This function calculates the posterior probabilities of a message being spam or non-spam using a Naive Bayes approach.

#### **Parameters:**
- `message`: The message to classify.
- `spam_words`: A list of words that appear in spam messages.
- `non_spam_words`: A list of words that appear in non-spam messages.
- `total_spam_words`: The total count of words in spam messages.
- `total_non_spam_words`: The total count of words in non-spam messages.
- `len_unique_words`: The number of unique words in the dataset.
- `probability_of_spam_msgs`: The prior probability of a message being spam.
- `probability_of_non_spam_msgs`: The prior probability of a message being non-spam.
- `alpha`: The Laplace smoothing parameter (default is 1).

#### **Process:**
1. **Clean the Message**: The message is cleaned by removing unnecessary characters or formatting.
2. **Initialize Priors**: The prior probabilities for both spam and non-spam are set using `probability_of_spam_msgs` and `probability_of_non_spam_msgs`.
3. **Loop Through Words**: For each word in the cleaned message:
   - Calculate the likelihood of the word being in a spam or non-spam message using `calculate_likelihood`.
   - Multiply the likelihoods for both classes to update the posterior probabilities.
4. **Return Posterior Probabilities**: The function returns the posterior probabilities for both spam and non-spam classes.

#### **Explanation:**
The function computes the likelihood of the message being spam or non-spam by iterating over the words in the message, updating the priors with each word's likelihood.
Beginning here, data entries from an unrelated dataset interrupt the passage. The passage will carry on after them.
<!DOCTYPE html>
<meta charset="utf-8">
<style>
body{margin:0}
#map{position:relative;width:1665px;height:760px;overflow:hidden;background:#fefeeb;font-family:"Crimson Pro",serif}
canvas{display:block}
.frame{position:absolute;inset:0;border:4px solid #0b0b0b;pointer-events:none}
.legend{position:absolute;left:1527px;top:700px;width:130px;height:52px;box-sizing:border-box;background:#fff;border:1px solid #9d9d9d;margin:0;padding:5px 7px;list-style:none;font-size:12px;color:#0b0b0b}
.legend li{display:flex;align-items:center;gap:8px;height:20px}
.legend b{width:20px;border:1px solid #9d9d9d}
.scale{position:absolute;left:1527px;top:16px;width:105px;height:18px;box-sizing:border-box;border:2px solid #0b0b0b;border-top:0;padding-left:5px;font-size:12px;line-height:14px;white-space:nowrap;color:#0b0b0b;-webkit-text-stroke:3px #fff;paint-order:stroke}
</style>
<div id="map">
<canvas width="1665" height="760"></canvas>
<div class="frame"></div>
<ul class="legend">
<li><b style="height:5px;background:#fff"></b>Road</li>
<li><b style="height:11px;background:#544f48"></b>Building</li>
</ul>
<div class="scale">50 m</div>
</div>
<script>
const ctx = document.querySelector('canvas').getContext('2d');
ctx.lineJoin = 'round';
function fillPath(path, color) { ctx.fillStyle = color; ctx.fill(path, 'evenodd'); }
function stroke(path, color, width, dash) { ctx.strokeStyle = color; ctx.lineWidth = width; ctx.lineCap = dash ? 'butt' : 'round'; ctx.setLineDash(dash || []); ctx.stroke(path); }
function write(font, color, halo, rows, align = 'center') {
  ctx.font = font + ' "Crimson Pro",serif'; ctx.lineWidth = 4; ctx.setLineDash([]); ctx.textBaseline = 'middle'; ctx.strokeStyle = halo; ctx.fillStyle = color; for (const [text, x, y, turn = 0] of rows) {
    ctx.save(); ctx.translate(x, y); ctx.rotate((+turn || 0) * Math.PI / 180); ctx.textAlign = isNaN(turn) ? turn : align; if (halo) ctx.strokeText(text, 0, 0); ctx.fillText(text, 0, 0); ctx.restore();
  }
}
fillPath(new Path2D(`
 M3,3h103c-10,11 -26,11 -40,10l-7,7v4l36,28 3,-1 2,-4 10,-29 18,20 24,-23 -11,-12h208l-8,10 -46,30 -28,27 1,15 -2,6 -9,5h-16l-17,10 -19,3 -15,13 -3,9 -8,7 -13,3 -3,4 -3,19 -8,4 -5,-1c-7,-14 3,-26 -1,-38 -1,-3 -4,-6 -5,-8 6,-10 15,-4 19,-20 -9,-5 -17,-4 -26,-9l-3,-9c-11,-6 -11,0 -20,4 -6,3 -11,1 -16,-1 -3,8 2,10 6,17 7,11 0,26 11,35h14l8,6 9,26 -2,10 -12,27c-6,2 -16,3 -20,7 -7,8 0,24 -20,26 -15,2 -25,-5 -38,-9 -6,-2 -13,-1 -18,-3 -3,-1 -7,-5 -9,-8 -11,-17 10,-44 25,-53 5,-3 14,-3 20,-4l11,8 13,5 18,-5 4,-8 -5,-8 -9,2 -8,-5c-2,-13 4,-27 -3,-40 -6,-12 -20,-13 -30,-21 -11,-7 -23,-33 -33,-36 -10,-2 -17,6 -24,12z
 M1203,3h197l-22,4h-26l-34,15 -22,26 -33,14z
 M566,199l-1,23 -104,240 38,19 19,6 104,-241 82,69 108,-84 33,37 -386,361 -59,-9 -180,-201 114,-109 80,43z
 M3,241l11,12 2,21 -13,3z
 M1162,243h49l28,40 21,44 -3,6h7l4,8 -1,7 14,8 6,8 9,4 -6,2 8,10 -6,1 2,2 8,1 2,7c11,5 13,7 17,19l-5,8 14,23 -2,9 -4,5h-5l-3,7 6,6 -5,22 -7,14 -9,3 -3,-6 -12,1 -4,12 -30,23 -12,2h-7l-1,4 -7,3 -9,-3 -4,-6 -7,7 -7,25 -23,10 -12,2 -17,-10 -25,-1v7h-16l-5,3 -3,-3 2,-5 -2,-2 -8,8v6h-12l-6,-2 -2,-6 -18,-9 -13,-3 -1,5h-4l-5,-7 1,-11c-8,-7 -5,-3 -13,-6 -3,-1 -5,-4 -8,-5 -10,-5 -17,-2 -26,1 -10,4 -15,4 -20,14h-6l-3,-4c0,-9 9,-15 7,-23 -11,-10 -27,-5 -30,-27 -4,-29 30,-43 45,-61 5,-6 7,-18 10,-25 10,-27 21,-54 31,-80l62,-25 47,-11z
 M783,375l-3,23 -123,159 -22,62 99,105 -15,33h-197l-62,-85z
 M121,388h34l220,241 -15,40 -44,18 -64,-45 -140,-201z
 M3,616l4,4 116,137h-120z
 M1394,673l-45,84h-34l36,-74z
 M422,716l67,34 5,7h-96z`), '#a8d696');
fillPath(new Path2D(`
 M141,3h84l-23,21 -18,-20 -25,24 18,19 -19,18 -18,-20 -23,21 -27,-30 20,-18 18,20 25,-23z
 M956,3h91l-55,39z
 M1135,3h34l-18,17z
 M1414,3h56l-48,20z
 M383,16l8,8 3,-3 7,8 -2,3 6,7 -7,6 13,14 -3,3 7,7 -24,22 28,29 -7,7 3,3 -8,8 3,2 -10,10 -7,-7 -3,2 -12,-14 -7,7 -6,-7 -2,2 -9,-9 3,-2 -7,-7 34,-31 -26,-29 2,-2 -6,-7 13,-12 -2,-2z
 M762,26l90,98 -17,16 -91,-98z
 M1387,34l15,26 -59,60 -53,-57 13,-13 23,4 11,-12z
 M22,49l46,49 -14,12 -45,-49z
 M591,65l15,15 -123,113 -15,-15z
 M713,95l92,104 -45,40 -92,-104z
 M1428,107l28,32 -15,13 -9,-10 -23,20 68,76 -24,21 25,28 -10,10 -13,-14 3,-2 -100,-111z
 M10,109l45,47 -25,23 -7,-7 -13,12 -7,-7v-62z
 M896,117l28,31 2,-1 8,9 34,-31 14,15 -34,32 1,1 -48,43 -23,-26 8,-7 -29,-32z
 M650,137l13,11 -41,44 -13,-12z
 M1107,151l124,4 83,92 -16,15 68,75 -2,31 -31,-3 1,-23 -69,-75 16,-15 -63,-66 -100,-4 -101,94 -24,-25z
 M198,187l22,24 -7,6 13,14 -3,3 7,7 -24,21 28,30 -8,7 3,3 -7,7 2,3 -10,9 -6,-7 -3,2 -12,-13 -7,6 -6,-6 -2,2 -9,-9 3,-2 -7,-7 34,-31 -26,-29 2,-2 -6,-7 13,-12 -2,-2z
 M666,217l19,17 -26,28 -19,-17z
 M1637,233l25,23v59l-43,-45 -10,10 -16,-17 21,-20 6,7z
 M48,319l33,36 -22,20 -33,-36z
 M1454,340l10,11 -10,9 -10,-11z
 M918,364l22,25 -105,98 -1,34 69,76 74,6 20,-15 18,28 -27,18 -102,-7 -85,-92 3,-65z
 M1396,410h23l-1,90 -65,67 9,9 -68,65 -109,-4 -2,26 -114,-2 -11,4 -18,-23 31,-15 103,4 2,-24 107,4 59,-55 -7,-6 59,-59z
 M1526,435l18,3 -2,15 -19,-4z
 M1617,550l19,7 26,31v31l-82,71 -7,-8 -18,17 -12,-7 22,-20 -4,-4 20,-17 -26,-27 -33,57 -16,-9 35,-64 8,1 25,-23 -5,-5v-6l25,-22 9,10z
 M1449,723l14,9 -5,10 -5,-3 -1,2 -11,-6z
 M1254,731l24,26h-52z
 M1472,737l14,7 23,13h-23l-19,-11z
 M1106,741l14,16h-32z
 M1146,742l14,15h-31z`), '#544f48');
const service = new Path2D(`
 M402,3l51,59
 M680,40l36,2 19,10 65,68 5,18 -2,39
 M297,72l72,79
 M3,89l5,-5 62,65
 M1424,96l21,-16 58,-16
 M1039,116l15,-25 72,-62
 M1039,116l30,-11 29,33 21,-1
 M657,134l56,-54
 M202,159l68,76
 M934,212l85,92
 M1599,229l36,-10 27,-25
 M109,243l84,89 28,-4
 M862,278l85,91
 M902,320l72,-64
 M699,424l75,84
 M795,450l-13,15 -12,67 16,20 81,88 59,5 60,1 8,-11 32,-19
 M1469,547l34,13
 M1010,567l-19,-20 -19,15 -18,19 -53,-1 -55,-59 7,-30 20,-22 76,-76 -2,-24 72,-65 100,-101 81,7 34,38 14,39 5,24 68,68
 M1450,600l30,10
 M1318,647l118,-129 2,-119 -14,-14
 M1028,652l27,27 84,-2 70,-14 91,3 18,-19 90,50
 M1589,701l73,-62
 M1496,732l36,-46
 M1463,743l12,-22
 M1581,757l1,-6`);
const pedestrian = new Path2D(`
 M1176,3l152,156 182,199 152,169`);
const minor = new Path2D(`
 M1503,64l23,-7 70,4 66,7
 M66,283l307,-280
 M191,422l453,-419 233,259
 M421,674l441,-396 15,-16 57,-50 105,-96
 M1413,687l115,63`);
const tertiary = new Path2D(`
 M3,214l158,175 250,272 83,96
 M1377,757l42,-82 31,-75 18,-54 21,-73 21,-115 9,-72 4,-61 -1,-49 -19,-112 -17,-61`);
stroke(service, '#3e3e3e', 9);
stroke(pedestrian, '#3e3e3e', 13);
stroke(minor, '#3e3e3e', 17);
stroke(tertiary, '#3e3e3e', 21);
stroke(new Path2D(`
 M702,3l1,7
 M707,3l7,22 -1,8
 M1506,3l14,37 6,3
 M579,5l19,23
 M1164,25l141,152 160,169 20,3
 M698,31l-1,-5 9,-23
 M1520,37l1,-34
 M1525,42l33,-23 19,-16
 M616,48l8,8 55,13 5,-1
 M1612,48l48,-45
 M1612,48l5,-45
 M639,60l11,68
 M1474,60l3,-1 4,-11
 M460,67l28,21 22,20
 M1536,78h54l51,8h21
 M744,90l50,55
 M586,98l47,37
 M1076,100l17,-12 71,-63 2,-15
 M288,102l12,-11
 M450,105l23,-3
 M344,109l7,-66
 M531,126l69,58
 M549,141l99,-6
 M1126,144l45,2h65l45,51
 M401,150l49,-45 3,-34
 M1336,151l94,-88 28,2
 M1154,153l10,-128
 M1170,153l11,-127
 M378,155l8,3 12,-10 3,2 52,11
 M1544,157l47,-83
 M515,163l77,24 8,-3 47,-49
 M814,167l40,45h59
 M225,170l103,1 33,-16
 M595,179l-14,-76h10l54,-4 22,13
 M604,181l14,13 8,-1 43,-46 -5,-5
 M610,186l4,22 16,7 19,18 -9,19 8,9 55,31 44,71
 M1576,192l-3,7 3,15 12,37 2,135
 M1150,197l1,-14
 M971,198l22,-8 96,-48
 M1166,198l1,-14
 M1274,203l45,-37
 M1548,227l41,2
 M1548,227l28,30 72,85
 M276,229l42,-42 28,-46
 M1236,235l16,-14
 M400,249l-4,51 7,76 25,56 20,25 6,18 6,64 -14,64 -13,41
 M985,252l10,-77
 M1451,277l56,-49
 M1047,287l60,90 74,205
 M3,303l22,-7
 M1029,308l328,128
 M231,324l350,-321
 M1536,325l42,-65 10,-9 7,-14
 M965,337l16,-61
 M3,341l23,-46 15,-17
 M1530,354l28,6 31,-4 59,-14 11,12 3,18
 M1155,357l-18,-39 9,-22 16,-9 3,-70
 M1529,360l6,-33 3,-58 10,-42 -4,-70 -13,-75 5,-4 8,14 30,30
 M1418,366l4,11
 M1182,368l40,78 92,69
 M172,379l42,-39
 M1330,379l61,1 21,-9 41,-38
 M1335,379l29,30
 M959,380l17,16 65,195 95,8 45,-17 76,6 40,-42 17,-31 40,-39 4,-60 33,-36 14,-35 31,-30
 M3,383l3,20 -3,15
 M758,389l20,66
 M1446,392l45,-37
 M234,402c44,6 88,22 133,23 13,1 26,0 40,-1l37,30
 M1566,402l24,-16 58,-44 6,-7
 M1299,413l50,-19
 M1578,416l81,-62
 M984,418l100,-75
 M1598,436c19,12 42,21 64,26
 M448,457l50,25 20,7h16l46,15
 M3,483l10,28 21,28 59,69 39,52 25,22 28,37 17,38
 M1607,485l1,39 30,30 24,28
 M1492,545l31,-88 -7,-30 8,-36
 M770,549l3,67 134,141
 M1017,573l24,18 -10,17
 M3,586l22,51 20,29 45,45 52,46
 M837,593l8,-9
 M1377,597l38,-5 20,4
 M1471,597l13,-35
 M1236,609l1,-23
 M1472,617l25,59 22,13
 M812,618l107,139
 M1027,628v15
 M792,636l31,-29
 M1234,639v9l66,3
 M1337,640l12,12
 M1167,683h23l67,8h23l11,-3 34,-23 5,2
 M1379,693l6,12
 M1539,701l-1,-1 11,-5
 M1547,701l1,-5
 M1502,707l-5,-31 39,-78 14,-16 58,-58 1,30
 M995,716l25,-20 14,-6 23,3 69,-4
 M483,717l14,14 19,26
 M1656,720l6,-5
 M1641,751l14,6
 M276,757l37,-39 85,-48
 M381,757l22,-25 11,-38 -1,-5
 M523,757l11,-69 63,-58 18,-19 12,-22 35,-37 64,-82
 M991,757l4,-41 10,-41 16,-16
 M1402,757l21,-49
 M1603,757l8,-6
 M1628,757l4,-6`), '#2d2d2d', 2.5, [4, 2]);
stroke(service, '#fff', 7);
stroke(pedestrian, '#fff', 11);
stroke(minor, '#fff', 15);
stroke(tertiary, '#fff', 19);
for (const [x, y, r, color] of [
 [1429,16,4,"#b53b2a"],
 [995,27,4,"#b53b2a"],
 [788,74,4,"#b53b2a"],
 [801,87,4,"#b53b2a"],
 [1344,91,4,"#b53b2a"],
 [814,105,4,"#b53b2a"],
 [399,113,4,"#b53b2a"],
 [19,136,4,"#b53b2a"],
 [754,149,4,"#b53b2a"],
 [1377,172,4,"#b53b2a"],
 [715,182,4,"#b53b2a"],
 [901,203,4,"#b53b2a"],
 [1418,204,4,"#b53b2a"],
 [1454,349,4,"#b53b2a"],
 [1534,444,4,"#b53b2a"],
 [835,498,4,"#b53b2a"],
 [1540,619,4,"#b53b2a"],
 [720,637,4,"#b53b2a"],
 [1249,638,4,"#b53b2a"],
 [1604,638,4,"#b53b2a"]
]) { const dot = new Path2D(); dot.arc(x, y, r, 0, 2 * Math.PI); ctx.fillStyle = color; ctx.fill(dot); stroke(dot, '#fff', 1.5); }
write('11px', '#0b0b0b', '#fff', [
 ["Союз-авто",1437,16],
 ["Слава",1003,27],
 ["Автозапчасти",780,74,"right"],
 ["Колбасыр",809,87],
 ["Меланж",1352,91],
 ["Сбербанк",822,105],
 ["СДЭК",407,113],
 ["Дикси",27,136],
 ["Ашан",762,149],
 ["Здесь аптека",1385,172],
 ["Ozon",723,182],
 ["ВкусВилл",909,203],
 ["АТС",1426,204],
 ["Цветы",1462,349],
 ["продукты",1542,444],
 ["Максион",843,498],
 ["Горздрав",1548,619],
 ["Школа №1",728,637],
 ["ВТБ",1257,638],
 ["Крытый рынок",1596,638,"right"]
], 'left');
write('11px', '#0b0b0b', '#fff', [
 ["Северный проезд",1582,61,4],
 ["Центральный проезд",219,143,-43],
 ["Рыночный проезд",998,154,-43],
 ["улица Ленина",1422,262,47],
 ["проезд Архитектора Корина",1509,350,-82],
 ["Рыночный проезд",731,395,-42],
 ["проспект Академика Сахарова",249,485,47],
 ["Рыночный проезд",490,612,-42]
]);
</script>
The posterior probability is then used to classify the message based on which class has a higher probability.


In [117]:

#Function to calculate the posterior probability of the message being spam and non spam
#It accepts the message, spam_words, non_spam_words, total_spam_words, total_non_spam_words, len_unique_words, probability_of_spam_msgs, probability_of_non_spam_msgs, and alpha as input
def calculate_posterior_probability(message, spam_words, non_spam_words,
                                               total_spam_words, total_non_spam_words,
                                               len_unique_words, probability_of_spam_msgs,
                                               probability_of_non_spam_msgs, alpha=1):
    # Clean the message
    cleaned_message = clean_text(message)
    
    # Initialize priors for both classes
    spam_posterior = probability_of_spam_msgs
    non_spam_posterior = probability_of_non_spam_msgs
    
    # Loop through each word in the cleaned message
    for word in cleaned_message:
        # Get the likelihood for the word in both spam and non-spam
        spam_likelihood, non_spam_likelihood = calculate_likelihood(
            word, spam_words, non_spam_words, total_spam_words, total_non_spam_words,
            len_unique_words, alpha
        )
        
        # Multiply the likelihoods we donot need to divide by the evidence because we are comparing the posterior probabilities
        spam_posterior *= spam_likelihood
        non_spam_posterior *= non_spam_likelihood
        
        
    
    # Return the posterior probabilities for both classes
    return spam_posterior, non_spam_posterior



### **Classifying Messages as Spam or Non-Spam**

In this section, we classify a list of sample email messages as either spam or non-spam based on posterior probabilities calculated using a Naive Bayes classifier.

#### **Steps:**
1. **Messages to Classify**: A list of sample messages is provided.
2. **Posterior Probabilities Calculation**: For each message, we compute the posterior probabilities for spam and non-spam using the `calculate_posterior_probability` function.
3. **Classification**: The message is classified as spam if the posterior probability for spam is higher than that for non-spam. Otherwise, it is classified as non-spam.
4. **Output**: For each message, the spam and non-spam posterior probabilities are printed, followed by the classification result.

#### **Example Output**:
- For each message, the spam and non-spam posterior probabilities are shown along with the classification result. The algorithm outputs whether the message is classified as "Spam" or "Non-Spam".


In [None]:
messages = [
    'WINNER This is the secret code to unlock the money: C3421.',
    'Sounds good, Tom, then see u there',
    '',
    "You won't believe it but it's true. It's Incredible Txts! Reply G now to learn truly amazing things that will blow your mind. From O2FWD only 18p/txt",
    'You have a limited time offer to claim your free vacation!',
    'Congratulations! You have been selected for a special prize.',
    'Reminder: Your account has been suspended. Please update your information.',
    'Free gift card for you! Respond now to claim your prize.',
    'Hey, are we still on for dinner tonight? Let me know!',
    'Important: Verify your account to avoid service interruptions.',
    'Limited-time offer: Buy one, get one free on all products!',
    'Alert: Your password was recently changed. If this wasn’t you, click here.',
    'Get an exclusive deal now! Click here to claim your discount.'
]


# Loop through the messages and classify each message as spam or non-spam
for message in messages:
    # Calculate the posterior probabilities
    spam_posterior, non_spam_posterior = calculate_posterior_probability(
        message, spam_words, non_spam_words, total_spam_words, total_non_spam_words, 
        len_unique_words, probability_of_spam_msgs, probability_of_non_spam_msgs
    )
    # Print the results
    print('Message:', message)
    print('Spam Posterior:', spam_posterior)
    print('Non Spam Posterior:', non_spam_posterior)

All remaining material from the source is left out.